Eventually, the mass media found ways to turn this private feeling into a communal experience and then an industrial product. Filmed TV, video cassettes and DVDs, and in music the limitless catalogue of CDs, have created a different time frame for entertainment -- and, to some extent, for consciousness itself. These elements have blurred the old divisions of history, creating an eternal present inside popular culture.
The widespread re-use of work produced in previous generations has now become the most striking characteristic of contemporary mass culture. More than at any other time in history, we can (if we choose -- and many do choose) live large chunks of our imaginative lives in the past. Everyone can achieve, even if only in a sketchy form, a sense of earlier periods that was once limited to scholars. The young can easily acquire a rich (though of course often distorted) sense of how their parents and grandparents talked, dressed and housed themselves.
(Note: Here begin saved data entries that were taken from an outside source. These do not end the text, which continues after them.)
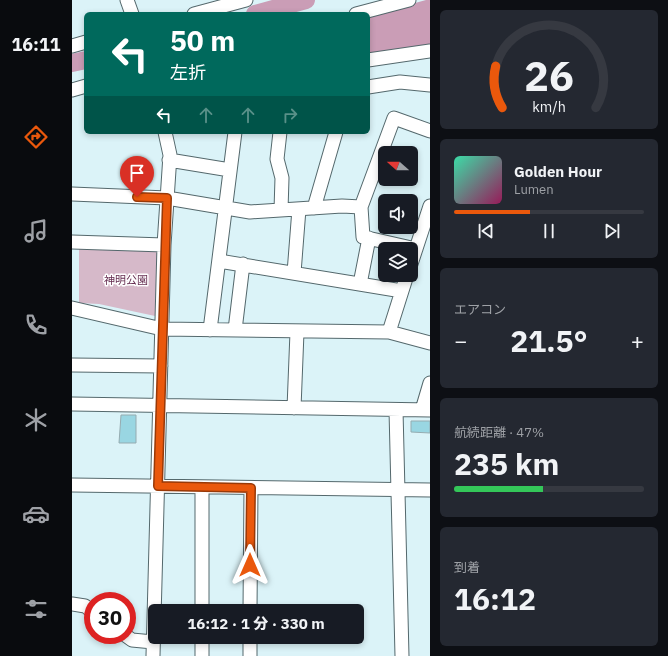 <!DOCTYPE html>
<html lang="ja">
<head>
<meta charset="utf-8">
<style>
  :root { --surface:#171b24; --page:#242831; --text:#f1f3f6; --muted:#9ea1a6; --line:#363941; --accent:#ea580c }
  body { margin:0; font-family:"IBM Plex Sans","Noto Sans JP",sans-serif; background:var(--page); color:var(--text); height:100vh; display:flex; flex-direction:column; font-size:15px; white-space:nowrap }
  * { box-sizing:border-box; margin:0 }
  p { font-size:13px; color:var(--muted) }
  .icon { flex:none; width:22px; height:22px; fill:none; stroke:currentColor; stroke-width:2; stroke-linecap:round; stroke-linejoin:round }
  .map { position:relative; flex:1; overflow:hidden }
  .details { display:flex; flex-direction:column; gap:10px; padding:10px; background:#0d0f14; width:238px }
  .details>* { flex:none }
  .banner { position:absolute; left:12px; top:12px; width:286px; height:122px; border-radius:6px; box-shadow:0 2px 6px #0003; background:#00695c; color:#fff; overflow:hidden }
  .needle { width:26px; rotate:291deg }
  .controls { position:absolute; left:306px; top:146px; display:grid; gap:8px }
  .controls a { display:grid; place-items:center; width:40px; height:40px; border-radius:6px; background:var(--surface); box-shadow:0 2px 6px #0003; font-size:20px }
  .speed { position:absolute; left:12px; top:592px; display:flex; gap:8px; font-size:20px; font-weight:700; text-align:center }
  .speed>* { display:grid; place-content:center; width:52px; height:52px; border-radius:50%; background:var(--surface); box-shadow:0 2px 6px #0003; line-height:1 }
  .speed .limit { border:6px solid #d22; background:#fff; color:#111 }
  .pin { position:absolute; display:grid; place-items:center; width:34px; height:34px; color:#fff; margin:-41px -17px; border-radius:50% 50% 50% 0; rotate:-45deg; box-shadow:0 0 4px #0007 }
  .pin .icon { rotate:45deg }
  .me { position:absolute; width:44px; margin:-22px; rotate:0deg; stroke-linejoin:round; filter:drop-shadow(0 0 3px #0008) }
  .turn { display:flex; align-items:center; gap:14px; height:84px; padding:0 20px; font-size:18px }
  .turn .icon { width:52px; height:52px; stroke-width:2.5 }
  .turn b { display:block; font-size:28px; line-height:34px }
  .lanes { display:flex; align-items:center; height:38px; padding:0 20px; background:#0003; justify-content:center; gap:20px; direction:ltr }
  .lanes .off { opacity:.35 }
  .big { font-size:30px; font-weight:800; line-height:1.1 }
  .details .widget { flex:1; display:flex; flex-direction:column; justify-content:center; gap:6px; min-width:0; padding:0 14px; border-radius:6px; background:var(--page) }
  .details .dial { align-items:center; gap:0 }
  .dial svg { height:104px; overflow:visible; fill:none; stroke:var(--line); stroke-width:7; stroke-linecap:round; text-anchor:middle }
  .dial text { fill:var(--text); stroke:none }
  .song { display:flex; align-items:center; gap:12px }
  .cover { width:48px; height:48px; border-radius:6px; background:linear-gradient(135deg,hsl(160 70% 55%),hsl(330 70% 35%)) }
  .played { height:4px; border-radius:2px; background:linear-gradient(90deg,var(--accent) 40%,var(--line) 40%) }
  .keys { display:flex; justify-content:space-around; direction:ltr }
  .heat { display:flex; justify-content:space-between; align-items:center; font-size:22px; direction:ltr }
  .charge { height:6px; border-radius:3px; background:linear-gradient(90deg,#34c759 47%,var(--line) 0) }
  .trip { position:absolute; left:76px; top:604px; width:216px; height:40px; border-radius:6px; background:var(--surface); box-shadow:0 2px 6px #0003; font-weight:800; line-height:40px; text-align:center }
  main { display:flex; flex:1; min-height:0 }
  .menu { display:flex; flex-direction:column; width:72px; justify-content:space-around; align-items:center; background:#090b0e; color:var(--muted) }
  .menu .icon { width:28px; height:28px }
  .menu .selected { color:var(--accent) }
  .menu b { font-size:18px; color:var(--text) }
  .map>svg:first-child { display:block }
  .green { fill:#d6b9c9 }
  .water { fill:#ca9db6 }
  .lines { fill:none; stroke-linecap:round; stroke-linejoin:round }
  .river { stroke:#ca9db6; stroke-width:18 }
  .building { fill:#99d6e2; stroke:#95abb0 }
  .minor-casing { stroke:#54686c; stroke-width:15 }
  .minor { stroke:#fff; stroke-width:13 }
  .route-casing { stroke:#983908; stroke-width:10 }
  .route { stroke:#ea580c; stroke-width:7 }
  .labels { text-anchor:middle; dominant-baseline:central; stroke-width:3; stroke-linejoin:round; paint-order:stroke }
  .park-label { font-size:11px; fill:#662e51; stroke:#fff }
</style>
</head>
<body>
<main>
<nav class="menu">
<b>16:11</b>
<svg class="icon selected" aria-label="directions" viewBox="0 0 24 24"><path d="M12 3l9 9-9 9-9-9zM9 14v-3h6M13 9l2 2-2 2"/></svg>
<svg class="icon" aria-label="music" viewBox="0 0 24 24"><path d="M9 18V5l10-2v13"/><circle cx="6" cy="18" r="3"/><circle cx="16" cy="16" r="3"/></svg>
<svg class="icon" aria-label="phone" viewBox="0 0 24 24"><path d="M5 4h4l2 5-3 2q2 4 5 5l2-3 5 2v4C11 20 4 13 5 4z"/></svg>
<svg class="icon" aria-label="climate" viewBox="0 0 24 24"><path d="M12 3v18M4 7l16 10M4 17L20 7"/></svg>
<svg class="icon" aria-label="car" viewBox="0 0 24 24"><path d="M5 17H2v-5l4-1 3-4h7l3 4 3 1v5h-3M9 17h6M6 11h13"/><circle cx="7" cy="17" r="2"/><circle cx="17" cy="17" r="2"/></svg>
<svg class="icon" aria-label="filters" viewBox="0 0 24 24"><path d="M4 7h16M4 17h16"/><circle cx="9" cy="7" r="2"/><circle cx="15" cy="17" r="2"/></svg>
</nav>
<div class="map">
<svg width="358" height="656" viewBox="0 0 358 656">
  <rect width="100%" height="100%" fill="#dbf3f8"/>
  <!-- green -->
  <path class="green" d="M7,248L86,251L83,316L27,304L7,303Z"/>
  <!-- water -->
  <path class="water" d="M354,0H358V47L296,56V16Z"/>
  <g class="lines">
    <!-- river -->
    <path class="river" d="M183,14L234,0
      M0,63L14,60"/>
  </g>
  <!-- building -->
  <path class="building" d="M49,415H64V443H47Z
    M339,421H358V433L339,432Z"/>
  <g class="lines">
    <!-- minor casing -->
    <g class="minor-casing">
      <path id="minor" d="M55,0L60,14
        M122,14L174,0
        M284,14L337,0
        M0,46L14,42
        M296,60L358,51
        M296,87L328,82L358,85
        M0,90L14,86
        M208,132L205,159L210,178L209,210
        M97,160L158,170
        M0,194L95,198L178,212L270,206L289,207
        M242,208L264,132
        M0,242L92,245
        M344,249L291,237L289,207L322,118L358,131
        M147,261L330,291
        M339,264L358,206
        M222,273L227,209
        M288,284L297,238
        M0,308L90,329L317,332L358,343
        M138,330L163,132
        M163,330L171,264
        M317,332L335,275
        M0,365L89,366
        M0,404L358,410
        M222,408L225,332
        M324,410L330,656
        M350,410L358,383
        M0,485L358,490
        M0,604L13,606L21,612
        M130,611V487
        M178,611L179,488
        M53,635L60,640L81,642
        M81,656L92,245L98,155L93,132
        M130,656V637
        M178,656V637"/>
    </g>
    <!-- minor -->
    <use href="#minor" class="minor"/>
  </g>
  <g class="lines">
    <!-- route casing -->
    <g class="route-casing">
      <path id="route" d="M65,197L95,198L86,486L179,488L178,565"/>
    </g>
    <!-- route -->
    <use href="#route" class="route"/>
  </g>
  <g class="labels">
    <!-- park labels -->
    <g class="park-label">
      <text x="54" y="280">神明公園</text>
    </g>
  </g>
</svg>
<div class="controls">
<a><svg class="needle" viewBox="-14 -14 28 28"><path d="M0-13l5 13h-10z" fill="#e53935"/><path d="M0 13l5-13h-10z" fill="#9ea1a6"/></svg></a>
<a><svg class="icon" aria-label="sound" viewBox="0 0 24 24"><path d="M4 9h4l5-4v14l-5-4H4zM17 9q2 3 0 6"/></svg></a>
<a><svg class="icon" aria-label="layers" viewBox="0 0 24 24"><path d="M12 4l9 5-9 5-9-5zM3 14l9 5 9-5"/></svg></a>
</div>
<div class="speed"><div class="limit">30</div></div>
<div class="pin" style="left:65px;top:197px;background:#d93025"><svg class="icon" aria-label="arrive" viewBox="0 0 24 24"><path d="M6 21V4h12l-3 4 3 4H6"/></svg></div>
<svg class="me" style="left:178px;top:565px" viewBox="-20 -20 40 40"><path d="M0-17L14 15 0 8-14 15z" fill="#ea580c" stroke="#fff" stroke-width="4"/></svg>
<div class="trip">16:12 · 1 分 · 330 m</div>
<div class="banner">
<div class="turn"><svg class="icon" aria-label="left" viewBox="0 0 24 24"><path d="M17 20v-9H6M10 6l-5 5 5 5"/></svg><div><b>50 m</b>左折</div></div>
<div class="lanes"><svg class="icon" aria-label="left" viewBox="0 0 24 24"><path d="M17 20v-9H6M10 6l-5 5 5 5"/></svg><svg class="icon off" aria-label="ahead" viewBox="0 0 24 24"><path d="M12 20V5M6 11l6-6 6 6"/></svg><svg class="icon off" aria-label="ahead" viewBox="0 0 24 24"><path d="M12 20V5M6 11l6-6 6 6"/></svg><svg class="icon off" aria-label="right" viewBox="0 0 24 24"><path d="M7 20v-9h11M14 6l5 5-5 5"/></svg></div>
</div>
</div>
<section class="details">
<div class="widget dial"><svg viewBox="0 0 100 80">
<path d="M14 69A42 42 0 1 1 86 69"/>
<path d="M14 69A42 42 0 0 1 9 37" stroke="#ea580c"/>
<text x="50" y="56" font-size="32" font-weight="700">26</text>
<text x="50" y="72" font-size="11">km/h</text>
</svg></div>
<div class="widget">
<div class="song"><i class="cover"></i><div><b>Golden Hour</b><p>Lumen</p></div></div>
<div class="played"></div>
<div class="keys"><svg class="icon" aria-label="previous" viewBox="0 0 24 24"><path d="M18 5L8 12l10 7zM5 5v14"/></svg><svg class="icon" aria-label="pause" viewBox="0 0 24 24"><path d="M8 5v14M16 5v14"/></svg><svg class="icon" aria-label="next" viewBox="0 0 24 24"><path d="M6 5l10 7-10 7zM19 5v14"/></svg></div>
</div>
<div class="widget"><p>エアコン</p>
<div class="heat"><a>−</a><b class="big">21.5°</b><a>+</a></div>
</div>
<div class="widget"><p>航続距離 · 47%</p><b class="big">235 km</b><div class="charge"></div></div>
<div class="widget"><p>到着</p><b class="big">16:12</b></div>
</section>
</main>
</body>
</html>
They can embrace as their own such great stars as Fred Astaire, Katharine Hepburn and Cary Grant, whose films were made for mid-20th-century tastes.
Unlike previous generations, the young of today can wander at will through the recent history of their civilization. Often, a cultural artifact intended to be only an instant hit has proven valuable for decades, each succeeding generation finding something new in it. The meanings of literature and visual art have always been altered by the pressure of time. Now, appreciation of the performing arts works in the same way.
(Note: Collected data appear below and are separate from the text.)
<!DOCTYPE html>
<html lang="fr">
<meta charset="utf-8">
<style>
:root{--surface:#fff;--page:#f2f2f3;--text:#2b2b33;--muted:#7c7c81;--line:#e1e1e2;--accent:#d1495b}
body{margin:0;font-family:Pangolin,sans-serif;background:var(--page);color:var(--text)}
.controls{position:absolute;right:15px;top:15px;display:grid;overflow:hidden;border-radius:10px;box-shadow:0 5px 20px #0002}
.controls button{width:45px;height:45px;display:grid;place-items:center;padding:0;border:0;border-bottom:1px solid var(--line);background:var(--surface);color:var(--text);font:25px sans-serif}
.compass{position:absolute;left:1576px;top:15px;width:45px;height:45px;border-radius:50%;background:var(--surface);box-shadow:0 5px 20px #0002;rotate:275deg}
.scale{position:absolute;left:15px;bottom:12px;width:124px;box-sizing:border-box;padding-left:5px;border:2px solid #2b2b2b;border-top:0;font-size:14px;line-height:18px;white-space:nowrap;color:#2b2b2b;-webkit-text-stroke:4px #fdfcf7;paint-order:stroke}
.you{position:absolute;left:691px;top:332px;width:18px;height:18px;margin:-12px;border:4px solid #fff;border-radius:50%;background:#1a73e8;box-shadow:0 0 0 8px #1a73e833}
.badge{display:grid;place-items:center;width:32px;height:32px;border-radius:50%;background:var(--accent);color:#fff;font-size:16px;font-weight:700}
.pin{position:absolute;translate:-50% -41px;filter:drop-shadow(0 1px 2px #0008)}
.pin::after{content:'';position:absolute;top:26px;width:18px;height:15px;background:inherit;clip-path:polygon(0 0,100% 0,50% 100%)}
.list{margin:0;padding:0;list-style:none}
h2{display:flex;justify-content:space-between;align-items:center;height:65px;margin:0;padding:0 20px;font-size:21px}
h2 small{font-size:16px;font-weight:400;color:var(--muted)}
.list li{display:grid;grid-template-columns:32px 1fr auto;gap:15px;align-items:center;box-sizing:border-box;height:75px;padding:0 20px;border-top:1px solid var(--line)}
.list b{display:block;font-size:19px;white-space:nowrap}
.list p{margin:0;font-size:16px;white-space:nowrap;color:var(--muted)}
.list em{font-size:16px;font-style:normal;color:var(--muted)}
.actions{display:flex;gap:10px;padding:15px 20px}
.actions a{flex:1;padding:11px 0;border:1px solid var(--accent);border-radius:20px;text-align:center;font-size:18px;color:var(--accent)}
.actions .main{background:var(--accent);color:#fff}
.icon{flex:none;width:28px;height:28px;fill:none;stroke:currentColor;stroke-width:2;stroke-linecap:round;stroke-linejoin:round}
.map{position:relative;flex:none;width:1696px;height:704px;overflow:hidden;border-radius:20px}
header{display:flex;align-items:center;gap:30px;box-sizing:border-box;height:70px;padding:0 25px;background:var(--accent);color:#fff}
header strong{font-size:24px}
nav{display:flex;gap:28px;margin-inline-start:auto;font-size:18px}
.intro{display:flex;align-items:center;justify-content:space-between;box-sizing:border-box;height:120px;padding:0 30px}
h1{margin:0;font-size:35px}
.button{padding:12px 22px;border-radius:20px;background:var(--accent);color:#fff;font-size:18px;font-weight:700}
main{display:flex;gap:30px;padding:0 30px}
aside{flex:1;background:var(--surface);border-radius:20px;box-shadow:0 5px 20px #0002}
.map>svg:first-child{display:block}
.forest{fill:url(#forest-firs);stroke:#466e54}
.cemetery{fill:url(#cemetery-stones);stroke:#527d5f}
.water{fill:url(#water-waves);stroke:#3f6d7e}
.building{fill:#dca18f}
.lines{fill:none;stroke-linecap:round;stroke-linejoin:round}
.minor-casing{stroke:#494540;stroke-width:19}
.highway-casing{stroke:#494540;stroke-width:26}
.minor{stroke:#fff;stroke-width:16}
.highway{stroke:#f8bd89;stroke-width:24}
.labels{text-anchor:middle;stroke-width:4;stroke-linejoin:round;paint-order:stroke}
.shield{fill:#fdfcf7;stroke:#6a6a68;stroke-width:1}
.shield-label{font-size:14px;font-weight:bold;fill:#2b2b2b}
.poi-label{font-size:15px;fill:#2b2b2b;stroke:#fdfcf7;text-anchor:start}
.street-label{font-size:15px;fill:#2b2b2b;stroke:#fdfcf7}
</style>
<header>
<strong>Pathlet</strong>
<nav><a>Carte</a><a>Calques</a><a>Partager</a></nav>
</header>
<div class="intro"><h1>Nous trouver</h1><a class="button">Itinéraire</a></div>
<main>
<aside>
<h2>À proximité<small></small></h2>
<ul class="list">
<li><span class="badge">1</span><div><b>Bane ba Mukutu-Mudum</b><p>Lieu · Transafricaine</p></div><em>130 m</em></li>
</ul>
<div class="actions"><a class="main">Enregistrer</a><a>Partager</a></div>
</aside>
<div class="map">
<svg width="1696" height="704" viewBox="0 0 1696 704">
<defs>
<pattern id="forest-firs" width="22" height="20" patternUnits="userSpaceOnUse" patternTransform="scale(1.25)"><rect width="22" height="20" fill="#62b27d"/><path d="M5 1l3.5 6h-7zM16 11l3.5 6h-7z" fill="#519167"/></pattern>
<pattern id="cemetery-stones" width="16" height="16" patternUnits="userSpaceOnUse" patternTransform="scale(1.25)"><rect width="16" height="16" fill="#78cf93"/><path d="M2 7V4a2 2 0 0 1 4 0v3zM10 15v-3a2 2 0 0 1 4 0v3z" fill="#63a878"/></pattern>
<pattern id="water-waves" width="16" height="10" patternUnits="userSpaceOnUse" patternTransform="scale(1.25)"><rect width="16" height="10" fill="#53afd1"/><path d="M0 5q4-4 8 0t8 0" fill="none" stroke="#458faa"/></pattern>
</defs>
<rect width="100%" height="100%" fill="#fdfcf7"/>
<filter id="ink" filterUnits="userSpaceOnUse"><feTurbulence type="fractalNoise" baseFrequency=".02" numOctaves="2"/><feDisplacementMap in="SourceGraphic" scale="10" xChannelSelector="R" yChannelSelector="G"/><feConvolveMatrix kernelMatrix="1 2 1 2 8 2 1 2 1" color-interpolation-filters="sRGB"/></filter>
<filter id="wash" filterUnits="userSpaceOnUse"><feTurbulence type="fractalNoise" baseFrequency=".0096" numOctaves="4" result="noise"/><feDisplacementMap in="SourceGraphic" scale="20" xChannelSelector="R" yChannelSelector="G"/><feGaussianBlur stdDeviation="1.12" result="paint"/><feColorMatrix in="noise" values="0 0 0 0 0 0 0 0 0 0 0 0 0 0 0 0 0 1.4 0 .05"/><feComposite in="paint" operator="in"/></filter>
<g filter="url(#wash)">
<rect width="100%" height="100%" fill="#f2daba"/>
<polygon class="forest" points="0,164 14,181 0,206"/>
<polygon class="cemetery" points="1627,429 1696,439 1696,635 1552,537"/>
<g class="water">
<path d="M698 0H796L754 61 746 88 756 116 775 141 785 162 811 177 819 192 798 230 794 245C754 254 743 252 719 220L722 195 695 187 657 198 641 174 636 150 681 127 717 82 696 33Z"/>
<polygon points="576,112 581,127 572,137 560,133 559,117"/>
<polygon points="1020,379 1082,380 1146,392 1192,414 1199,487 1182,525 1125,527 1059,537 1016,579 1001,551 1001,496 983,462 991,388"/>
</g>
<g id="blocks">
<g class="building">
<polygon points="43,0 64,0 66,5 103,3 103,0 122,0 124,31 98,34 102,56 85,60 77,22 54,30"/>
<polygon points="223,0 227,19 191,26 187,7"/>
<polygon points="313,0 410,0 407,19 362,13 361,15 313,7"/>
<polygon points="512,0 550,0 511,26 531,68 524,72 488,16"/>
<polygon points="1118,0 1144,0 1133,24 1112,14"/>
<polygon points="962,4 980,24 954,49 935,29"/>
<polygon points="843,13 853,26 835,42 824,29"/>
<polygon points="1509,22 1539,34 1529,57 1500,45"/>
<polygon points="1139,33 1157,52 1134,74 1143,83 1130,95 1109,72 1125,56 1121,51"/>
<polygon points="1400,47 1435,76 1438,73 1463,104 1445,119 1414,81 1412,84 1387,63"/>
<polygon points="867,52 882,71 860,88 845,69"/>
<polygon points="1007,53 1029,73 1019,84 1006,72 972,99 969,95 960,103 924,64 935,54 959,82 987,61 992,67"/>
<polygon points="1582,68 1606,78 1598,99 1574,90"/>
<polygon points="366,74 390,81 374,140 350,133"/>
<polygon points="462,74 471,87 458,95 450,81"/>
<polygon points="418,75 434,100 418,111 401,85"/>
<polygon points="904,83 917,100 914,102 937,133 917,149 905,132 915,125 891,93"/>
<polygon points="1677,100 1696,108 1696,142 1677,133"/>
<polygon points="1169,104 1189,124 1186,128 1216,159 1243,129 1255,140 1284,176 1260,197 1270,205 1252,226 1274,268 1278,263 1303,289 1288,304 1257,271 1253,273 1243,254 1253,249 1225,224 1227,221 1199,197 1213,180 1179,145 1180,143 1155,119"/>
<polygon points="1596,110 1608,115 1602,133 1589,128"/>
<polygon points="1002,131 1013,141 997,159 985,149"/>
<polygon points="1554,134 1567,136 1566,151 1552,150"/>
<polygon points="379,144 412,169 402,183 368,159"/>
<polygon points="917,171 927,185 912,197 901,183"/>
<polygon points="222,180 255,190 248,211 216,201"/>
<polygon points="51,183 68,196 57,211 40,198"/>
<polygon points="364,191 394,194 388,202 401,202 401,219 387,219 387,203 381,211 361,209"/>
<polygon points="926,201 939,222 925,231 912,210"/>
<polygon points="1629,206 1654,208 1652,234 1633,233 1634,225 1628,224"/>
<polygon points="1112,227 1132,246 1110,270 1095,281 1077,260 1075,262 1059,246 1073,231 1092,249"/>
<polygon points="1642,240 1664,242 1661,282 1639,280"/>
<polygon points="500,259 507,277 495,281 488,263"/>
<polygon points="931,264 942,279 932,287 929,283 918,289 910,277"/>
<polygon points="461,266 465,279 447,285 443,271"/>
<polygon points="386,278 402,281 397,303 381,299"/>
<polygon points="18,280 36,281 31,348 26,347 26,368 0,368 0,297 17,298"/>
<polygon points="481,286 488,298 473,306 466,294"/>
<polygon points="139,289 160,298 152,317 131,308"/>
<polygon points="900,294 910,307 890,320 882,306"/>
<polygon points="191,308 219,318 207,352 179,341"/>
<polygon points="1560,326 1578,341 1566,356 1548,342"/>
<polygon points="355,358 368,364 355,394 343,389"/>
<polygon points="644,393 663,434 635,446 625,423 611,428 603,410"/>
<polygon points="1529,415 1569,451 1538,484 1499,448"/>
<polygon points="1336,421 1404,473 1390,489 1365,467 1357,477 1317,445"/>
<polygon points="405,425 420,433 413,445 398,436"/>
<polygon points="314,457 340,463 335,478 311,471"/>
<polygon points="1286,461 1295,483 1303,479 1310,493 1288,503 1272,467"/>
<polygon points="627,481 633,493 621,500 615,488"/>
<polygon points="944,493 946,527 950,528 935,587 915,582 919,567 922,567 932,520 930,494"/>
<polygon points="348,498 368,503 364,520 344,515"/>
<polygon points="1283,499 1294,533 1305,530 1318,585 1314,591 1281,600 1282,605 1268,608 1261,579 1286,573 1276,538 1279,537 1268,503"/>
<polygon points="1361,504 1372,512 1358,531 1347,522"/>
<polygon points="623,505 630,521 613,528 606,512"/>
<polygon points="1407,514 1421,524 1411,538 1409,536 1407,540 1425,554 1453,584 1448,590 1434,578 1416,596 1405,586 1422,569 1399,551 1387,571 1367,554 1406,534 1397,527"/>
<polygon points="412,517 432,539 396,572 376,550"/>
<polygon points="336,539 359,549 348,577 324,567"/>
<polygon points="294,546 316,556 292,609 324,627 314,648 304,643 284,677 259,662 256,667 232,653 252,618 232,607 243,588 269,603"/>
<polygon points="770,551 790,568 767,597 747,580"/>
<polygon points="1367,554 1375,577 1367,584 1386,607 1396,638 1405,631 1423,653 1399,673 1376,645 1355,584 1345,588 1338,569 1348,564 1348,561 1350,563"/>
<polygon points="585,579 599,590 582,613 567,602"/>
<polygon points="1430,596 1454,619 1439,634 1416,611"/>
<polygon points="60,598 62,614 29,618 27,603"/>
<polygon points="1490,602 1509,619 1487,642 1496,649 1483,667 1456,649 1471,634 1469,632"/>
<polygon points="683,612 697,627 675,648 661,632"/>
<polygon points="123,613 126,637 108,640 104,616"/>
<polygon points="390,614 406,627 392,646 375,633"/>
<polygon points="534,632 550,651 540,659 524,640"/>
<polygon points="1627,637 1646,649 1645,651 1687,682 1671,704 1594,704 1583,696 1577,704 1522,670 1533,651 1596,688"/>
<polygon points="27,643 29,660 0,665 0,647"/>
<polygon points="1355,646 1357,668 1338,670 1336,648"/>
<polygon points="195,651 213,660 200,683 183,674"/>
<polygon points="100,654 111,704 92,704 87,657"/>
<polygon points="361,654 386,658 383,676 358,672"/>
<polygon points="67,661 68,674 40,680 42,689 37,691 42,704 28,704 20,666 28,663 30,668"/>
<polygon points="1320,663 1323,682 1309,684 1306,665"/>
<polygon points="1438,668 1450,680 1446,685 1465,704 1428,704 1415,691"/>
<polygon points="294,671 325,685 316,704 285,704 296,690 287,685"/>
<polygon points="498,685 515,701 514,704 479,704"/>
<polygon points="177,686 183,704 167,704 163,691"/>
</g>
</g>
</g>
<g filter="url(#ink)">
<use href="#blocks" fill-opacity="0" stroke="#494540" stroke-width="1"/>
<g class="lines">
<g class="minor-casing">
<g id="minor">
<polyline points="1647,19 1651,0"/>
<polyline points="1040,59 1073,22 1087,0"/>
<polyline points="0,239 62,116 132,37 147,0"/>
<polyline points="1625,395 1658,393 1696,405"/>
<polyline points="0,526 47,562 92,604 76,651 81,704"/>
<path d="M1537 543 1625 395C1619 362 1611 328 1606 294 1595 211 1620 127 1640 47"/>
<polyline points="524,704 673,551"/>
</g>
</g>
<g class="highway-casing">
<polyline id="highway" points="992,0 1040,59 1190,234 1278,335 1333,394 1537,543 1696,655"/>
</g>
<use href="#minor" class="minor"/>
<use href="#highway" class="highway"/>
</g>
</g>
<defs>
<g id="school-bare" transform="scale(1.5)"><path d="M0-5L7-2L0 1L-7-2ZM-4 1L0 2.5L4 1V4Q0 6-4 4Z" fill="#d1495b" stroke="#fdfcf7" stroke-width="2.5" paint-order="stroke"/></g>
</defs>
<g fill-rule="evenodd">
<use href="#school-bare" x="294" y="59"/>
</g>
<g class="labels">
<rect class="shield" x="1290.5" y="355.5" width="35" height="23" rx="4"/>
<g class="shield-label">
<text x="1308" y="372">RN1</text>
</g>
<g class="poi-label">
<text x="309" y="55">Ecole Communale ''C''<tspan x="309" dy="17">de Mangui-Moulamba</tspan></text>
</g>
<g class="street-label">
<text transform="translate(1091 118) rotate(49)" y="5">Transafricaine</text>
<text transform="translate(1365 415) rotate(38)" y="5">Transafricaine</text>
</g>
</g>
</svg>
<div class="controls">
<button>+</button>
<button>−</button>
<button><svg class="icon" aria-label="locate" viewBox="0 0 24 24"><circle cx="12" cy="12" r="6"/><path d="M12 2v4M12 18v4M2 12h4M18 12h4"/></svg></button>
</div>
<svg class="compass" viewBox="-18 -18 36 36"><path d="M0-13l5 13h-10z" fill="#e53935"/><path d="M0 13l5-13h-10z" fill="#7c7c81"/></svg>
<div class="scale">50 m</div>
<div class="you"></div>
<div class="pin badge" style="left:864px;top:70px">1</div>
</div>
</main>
Most of the 60 or so new digital channels depend on our warm feelings about the past -- and our love of films that are cheap to rent. There's the Action channel for crime and war films, the Lone Star channel for westerns, Scream for horror movies, the Independent Film Channel for movies made outside major studios, the Documentary Channel for non-fiction films. Some channels depend on the belief that thousands of people will eagerly watch hockey games played long ago, in some cases by players now dead. At all of these channels, programmers spend their days picking through the film and TV archives.
Nothing I say should be interpreted as resentment of this tendency. I love libraries, and television's decision to become a vast library of elderly images could not be more agreeable. If film artists of today fear the competition of the past, they should reflect that the weight of classical literature has never impeded the publication of new novels.
Besides, packaged nostalgia answers a widely felt need. It's a way of slowing down time. Two social scientists, C.M. Cameron and J.B. Gatewood, summed up that process in an article they wrote for the journal Human Organization a few years ago. Nostalgia in popular culture, they wrote, operates as "a psychological adaptation to circumstances of rapid culture change ..."
A cognitive sociologist at Rutgers University, Eviatar Zerubavel, can explain how we create the traditions we need by using collective memories. In his 1997 book Social Mindscapes, he says we all live in "remembrance environments" and "mnemonic communities." These mental landscapes, constructed from shared feelings about the past, determine how we think about ourselves and our place in history. Zerubavel sees men and women conducting their lives as members of communities created by "mnemonic socialization." By our memories you shall know us -- and we shall know ourselves.
The Age of Nostalgia has electronically extended the reach of life-shaping memory beyond clusters of like-minded people and made it part of national and international consciousness. In our time and place, nostalgia has stopped being a disease and become, in its way, a cure for alienation.